_Source information_
□ □ □

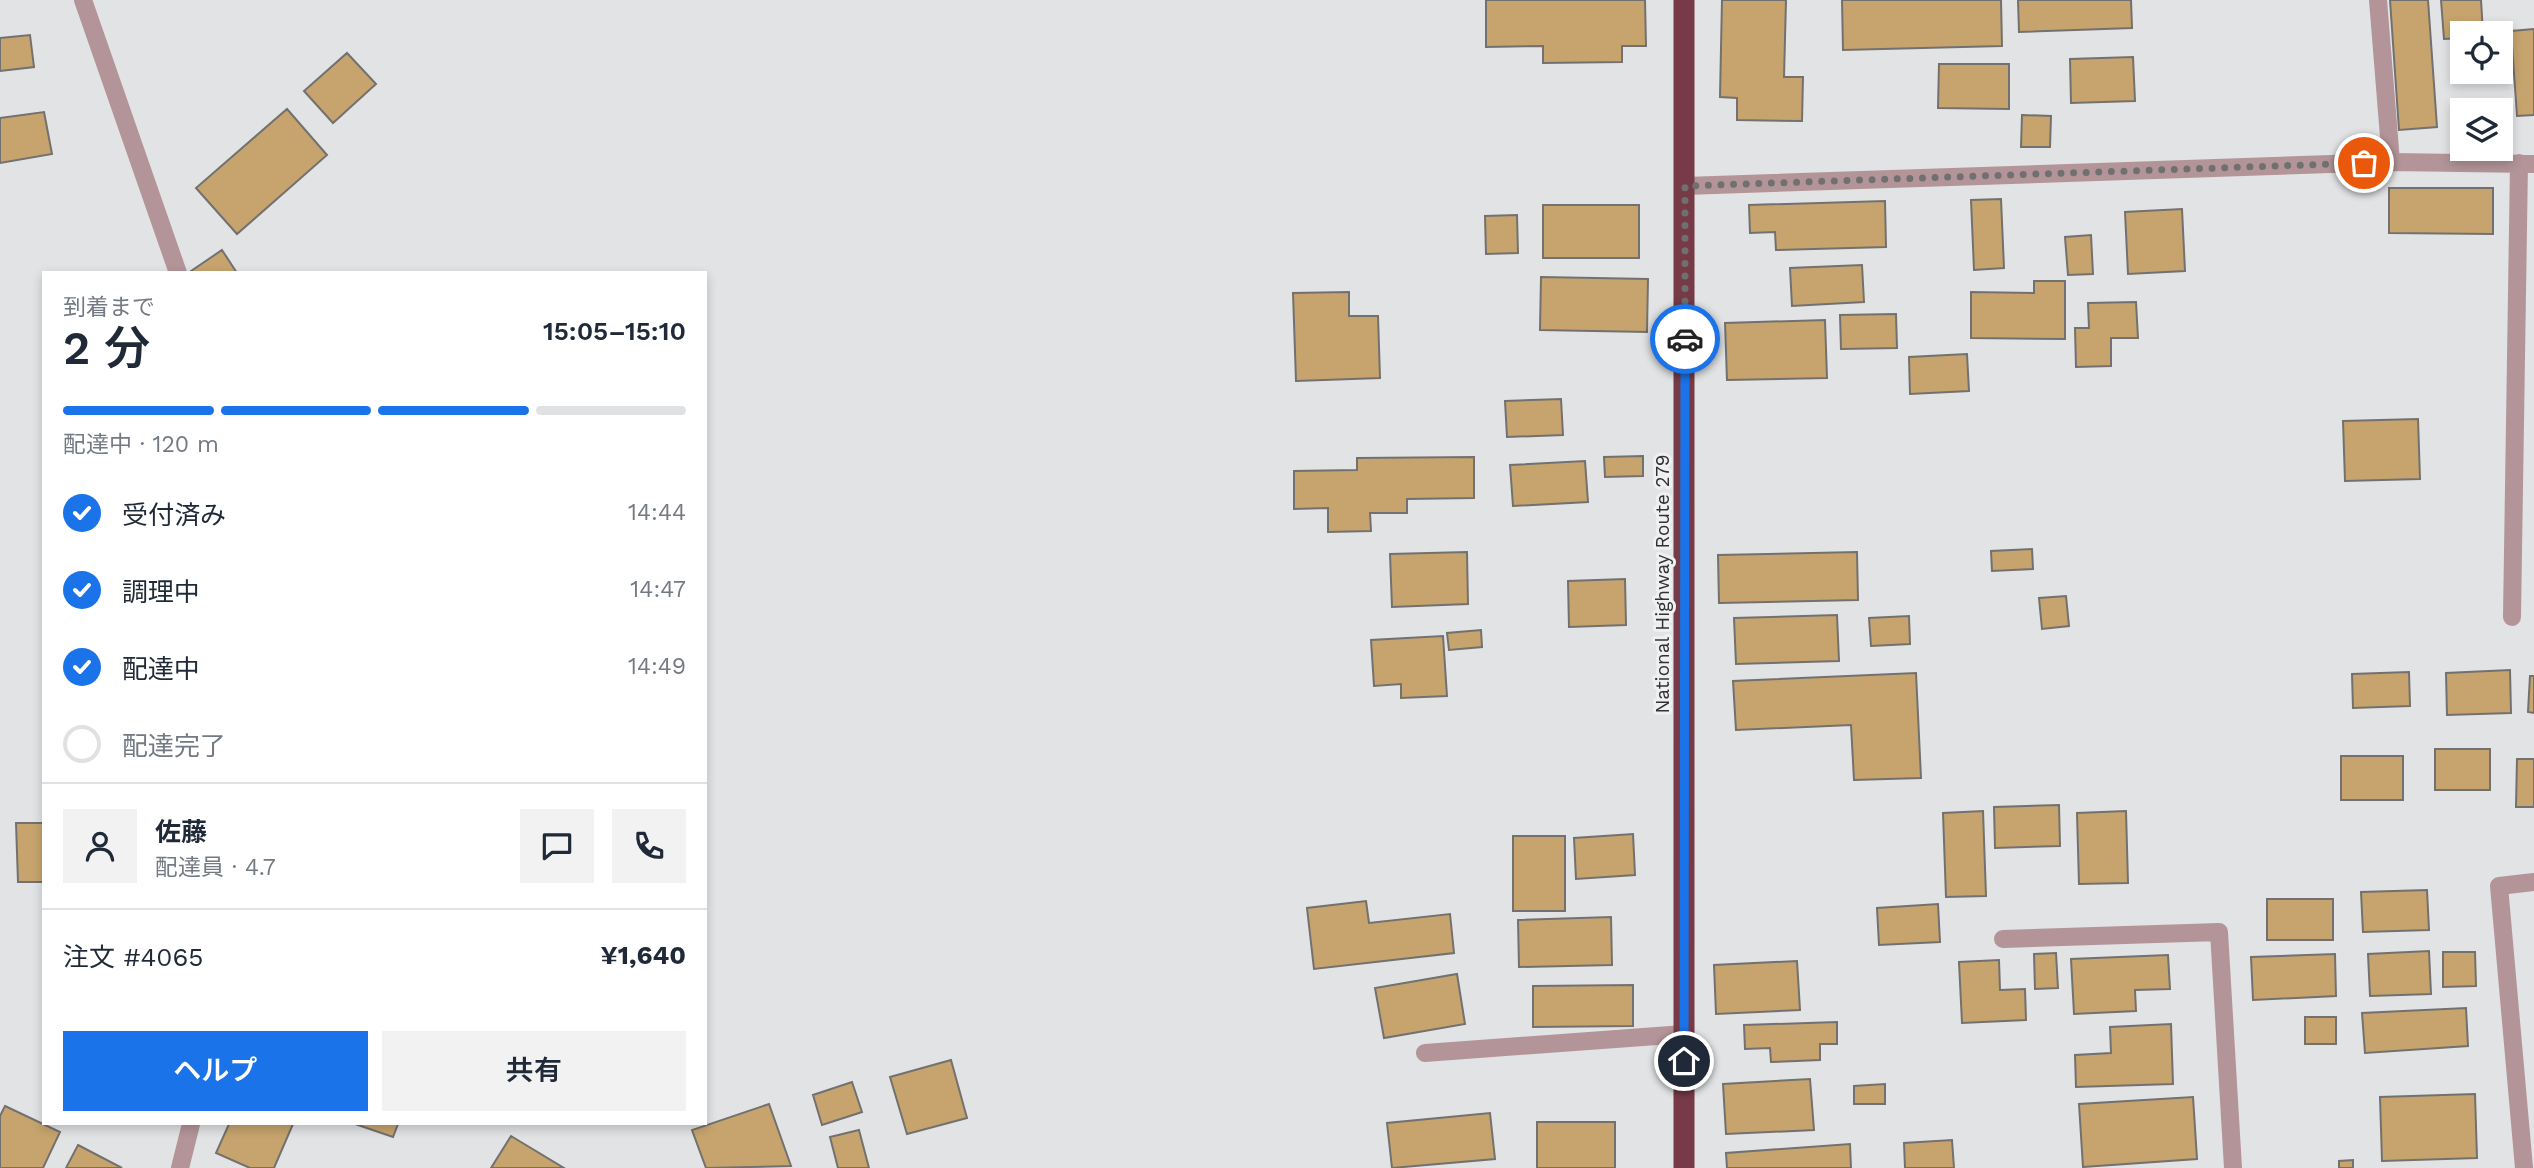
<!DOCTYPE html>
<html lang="ja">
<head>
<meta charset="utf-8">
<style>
  :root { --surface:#fff; --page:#f2f2f3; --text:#1f2937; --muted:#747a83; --line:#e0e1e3; --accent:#1a73e8 }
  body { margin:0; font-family:"Work Sans","Noto Sans JP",sans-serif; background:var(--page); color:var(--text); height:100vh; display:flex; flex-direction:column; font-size:26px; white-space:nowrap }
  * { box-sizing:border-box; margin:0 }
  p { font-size:23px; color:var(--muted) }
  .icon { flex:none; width:38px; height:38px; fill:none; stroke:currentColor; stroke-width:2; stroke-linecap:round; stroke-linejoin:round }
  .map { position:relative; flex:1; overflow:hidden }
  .sheet { position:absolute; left:42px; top:271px; width:665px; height:854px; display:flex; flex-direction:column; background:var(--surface); border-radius:0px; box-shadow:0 4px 10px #0003 }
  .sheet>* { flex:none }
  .fabs { position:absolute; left:2450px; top:21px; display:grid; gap:14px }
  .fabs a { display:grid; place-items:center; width:63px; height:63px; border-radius:0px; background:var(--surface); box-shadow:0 4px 10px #0003; font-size:35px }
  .pin { position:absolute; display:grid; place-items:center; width:60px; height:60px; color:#fff; margin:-30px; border:4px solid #fff; border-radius:50%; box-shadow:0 2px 7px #0007 }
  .courier { position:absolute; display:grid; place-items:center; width:70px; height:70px; margin:-35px; border:5px solid #1a73e8; border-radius:50%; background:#fff; color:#222; box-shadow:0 2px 9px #0007 }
  .headline em { font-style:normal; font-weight:600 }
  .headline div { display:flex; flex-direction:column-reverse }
  .headline { display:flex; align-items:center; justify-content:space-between; height:119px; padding:0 21px }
  h1 { font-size:46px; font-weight:600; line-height:52px }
  .bar { display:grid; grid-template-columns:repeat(4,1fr); gap:10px 7px; align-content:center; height:84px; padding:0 21px }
  .bar i { height:9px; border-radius:5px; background:var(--line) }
  .bar .active { background:var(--accent) }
  .bar p { grid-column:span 4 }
  .line { display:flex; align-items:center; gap:18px; padding:0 21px; border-top:2px solid var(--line) }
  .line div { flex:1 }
  .round { display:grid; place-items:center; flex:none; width:74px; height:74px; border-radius:0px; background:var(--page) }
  ol { padding:0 21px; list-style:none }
  li { display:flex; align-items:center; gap:21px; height:77px }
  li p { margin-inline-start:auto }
  li .icon { padding:7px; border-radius:50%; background:var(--accent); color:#fff; stroke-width:4 }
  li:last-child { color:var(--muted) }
  li i { width:38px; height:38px; border:4px solid var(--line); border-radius:50% }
  .button { display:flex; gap:14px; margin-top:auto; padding:14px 21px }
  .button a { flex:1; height:80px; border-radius:0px; background:var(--accent); color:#fff; font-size:28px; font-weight:600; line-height:80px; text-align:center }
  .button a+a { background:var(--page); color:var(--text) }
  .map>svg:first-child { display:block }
</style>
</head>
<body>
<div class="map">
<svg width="2534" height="1168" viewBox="0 0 2534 1168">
  <rect width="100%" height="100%" fill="#e2e3e5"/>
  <!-- building -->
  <path fill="#c7a46e" stroke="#73716f" stroke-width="2" d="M1486,0H1645L1646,46H1622V62L1543,63V46L1486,47Z
    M1722,0H1786L1784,77H1803L1802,121L1737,120V98L1720,97Z
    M1842,0H2001L2002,46L1843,50Z
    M2018,0H2131L2132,28L2019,32Z
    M2390,0H2428L2437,127L2399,130Z
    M2441,0H2481L2483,33H2462V38L2444,39Z
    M2534,29V115L2517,116L2511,31Z
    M30,35L34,67L0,71V38Z
    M347,53L376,84L333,123L304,91Z
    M2133,57L2135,101L2071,103L2070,59Z
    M1939,64H2009V109L1938,108Z
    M287,109L327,155L237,234L196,188Z
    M44,112L52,154L0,163V118Z
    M2022,115L2051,116L2050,147H2021Z
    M2389,188H2493V234L2389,233Z
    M2001,199L2004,268L1974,270L1971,200Z
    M1885,201L1886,247L1776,250L1775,232L1750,233L1749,205Z
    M1543,205H1639V258H1543Z
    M2182,209L2185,271L2128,274L2125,212Z
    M1517,215L1518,253L1486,254L1485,216Z
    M2091,235L2093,274L2068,275L2065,237Z
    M222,250L237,273H192L191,271Z
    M1862,265L1864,302L1792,306L1790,268Z
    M1541,277L1648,279L1647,332L1540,330Z
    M2034,281H2065V339L1971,338V292L2034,293Z
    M1349,292V316H1378L1380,378L1296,381L1293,293Z
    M2136,302L2138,338H2111V366L2076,367L2075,328H2089L2088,303Z
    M1896,314L1897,348L1841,349L1840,315Z
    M1825,320L1827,378L1727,380L1725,323Z
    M1967,354L1969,391L1910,394L1909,357Z
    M1561,399L1563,435L1507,437L1505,401Z
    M2418,419L2420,479L2345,481L2343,421Z
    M1643,456V476L1605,477L1604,457Z
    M1474,457V498L1407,499V513H1370L1371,531L1328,532V508L1294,509V471L1357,470V458Z
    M1585,461L1588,502L1513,506L1510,465Z
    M2032,549L2033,569L1992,571L1991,551Z
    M1467,552L1468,604L1392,607L1390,554Z
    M1857,552L1858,600L1719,603L1718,555Z
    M1625,579L1626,625L1569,627L1568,581Z
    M2066,596L2069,626L2042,629L2039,598Z
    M1837,615L1839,661L1736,664L1734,618Z
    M1909,616L1910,644L1871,646L1869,618Z
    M1481,630L1482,647L1449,650L1447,633Z
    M1443,636L1447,696L1401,698V684L1374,686L1371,640Z
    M2510,670L2511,713L2447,715L2446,673Z
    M2409,672L2410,706L2353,708L2352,674Z
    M1916,673L1921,778L1854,780L1851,725L1736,730L1733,681Z
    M2530,676H2534V713L2528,712Z
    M2435,749H2490V790H2435Z
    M2341,756H2403V800H2341Z
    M2517,759H2534V807H2516Z
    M2059,805L2060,846L1995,848L1994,807Z
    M1983,811L1986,896L1946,897L1943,813Z
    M2126,811L2128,883L2079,884L2077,813Z
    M16,823H44V882H18Z
    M1633,834L1635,875L1576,879L1574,838Z
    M1513,836H1565V911H1513Z
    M2427,890L2429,930L2363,932L2361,892Z
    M2267,899H2333V940H2267Z
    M1366,901L1369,923L1450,914L1454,953L1314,969L1307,908Z
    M1938,904L1940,942L1879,945L1877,908Z
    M1611,917L1612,965L1519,967L1518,920Z
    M2429,951L2431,994L2370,996L2368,954Z
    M2443,952H2475L2476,986L2443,987Z
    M2056,953L2058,988L2035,989L2034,954Z
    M2335,954L2336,996L2253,1000L2251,957Z
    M2168,955L2170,989L2135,990L2136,1011L2074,1014L2071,959Z
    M1999,960L2000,990L2025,989L2026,1020L1962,1023L1959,962Z
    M1797,961L1800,1010L1716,1014L1714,965Z
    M1457,974L1465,1024L1384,1038L1375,988Z
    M1633,985V1026L1533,1027V986Z
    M2466,1008L2468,1046L2365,1053L2362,1013Z
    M2305,1017H2336V1044H2305Z
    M1837,1022V1044H1820V1060L1771,1062L1770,1048L1745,1049L1744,1025Z
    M2171,1024L2173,1084L2076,1087L2075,1055L2111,1053L2110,1027Z
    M951,1060L967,1118L907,1134L890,1077Z
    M1810,1079L1814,1130L1726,1134L1723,1084Z
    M852,1082L862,1112L822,1125L813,1095Z
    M1885,1084V1104H1854V1086Z
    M2475,1094L2477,1158L2382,1161L2380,1097Z
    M2193,1097L2197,1159L2083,1167L2079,1104Z
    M769,1104L791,1166L706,1168L692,1130Z
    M5,1106L60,1132L43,1168H0V1116Z
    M1490,1113L1495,1159L1392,1168L1387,1123Z
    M1537,1122H1615V1168H1537Z
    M229,1124H293L274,1168H250L216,1153Z
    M355,1124H398L393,1137Z
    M859,1130L869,1168H838L830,1137Z
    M511,1136L564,1168H491Z
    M1952,1140L1954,1168H1905L1904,1143Z
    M1850,1144L1851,1168H1727L1726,1153Z
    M78,1145L122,1168H66Z
    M2353,1160V1168H2339V1161Z"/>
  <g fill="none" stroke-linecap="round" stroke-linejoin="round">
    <!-- lane -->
    <path stroke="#b39599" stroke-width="18" d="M2378,0L2391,162
      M2003,939L2219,932L2233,1168
      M1425,1053L1684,1034"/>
    <!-- street -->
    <path stroke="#b39599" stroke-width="18" d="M83,0L178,273
      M1685,186L2391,162L2534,164
      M2512,617L2519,163
      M180,1168L191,1124
      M2524,1168L2499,886L2534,882"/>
    <!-- highway -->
    <path stroke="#763b47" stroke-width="21" d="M1684,1168V0"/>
  </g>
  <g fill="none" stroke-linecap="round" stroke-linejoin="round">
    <!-- done -->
    <path stroke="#707071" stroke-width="7" stroke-dasharray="0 12.6" d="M1685,339V186L2364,163"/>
    <!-- route -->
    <path stroke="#1a73e8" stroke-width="9" d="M1684,1061L1685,339"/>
  </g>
  <g text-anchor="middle" stroke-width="6" stroke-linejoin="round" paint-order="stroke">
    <!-- street labels -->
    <g font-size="19" fill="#323233" stroke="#eff0f2">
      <text transform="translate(1662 584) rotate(-90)" y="7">National Highway Route 279</text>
    </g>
  </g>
</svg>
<div class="fabs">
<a><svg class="icon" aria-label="locate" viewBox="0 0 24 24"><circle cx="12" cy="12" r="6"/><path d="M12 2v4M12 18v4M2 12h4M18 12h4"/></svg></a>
<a><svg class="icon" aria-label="layers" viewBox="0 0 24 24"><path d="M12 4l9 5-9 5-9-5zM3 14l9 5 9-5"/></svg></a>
</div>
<div class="pin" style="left:2364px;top:163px;background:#ea580c"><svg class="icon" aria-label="bag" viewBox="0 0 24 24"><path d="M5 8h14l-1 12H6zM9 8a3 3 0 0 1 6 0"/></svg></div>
<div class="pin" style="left:1684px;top:1061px;background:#1f2937"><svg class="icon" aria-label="home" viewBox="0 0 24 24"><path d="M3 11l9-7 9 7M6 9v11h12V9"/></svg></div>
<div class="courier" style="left:1685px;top:339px"><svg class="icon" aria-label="car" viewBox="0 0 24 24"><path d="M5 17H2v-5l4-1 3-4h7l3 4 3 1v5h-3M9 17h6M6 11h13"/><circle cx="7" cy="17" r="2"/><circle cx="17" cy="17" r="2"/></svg></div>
<section class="sheet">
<div class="headline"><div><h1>2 分</h1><p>到着まで</p></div><em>15:05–15:10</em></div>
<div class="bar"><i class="active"></i><i class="active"></i><i class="active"></i><i></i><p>配達中 · 120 m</p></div>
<ol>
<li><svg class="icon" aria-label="check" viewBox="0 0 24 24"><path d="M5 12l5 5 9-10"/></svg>受付済み<p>14:44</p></li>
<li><svg class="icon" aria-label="check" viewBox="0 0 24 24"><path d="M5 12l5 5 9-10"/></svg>調理中<p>14:47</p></li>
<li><svg class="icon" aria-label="check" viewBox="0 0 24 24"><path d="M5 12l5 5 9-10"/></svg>配達中<p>14:49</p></li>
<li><i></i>配達完了</li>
</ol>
<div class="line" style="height:126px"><a class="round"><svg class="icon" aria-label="person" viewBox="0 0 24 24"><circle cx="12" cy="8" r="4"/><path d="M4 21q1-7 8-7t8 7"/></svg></a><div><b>佐藤</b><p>配達員 · 4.7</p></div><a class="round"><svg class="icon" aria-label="chat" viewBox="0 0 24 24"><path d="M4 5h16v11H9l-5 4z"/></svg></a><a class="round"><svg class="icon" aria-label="phone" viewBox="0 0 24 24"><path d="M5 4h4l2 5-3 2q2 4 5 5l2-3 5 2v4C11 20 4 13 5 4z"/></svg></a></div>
<div class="line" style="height:91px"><div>注文 #4065</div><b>¥1,640</b></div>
<div class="button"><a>ヘルプ</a><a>共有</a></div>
</section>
</div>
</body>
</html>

□ □ □

_Exercise prompt_
From the entries above, collect every line with the string "check" in it.

_Reply to the task_
<li><svg class="icon" aria-label="check" viewBox="0 0 24 24"><path d="M5 12l5 5 9-10"/></svg>受付済み<p>14:44</p></li>
<li><svg class="icon" aria-label="check" viewBox="0 0 24 24"><path d="M5 12l5 5 9-10"/></svg>調理中<p>14:47</p></li>
<li><svg class="icon" aria-label="check" viewBox="0 0 24 24"><path d="M5 12l5 5 9-10"/></svg>配達中<p>14:49</p></li>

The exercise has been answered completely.